### Source material
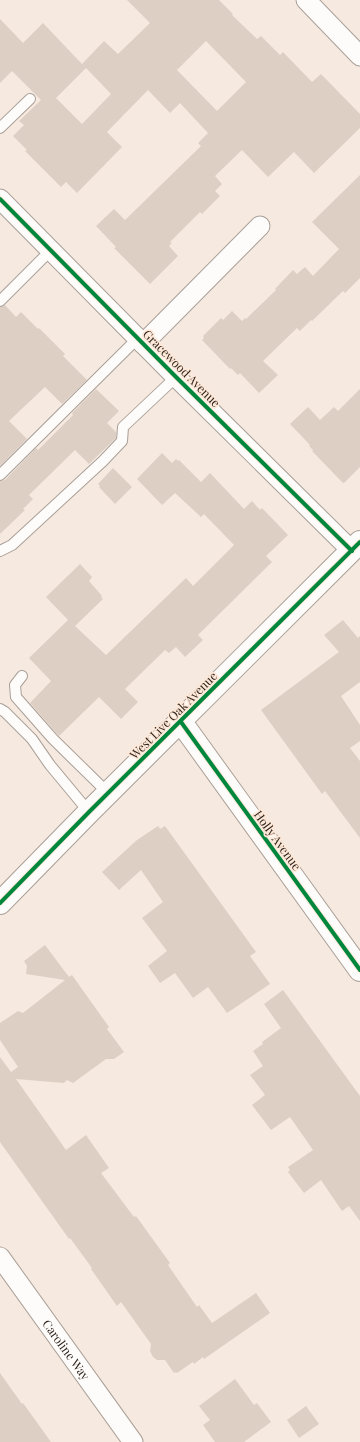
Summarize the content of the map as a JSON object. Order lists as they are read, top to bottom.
...
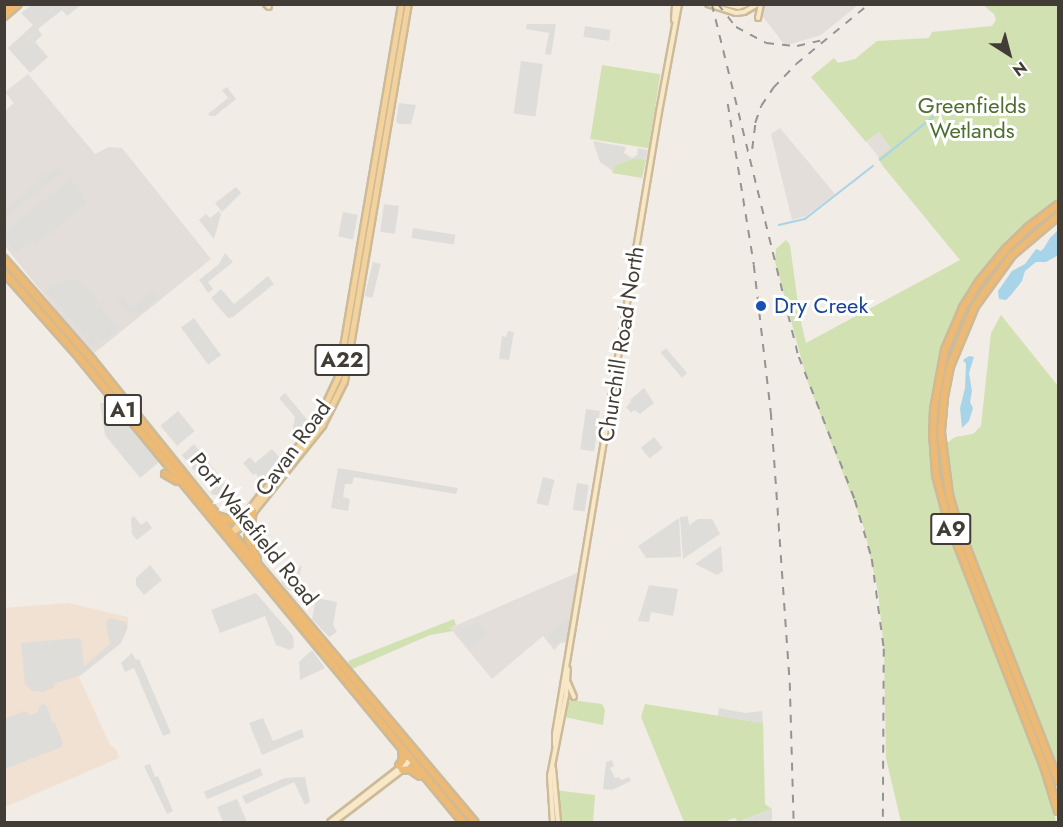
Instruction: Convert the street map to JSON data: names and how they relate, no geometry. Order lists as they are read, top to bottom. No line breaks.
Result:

### Task goal
Look through the listing, and copy each line in which the string "lists" turns up.

### Solution for this exercise
Summarize the content of the map as a JSON object. Order lists as they are read, top to bottom.
Instruction: Convert the street map to JSON data: names and how they relate, no geometry. Order lists as they are read, top to bottom. No line breaks.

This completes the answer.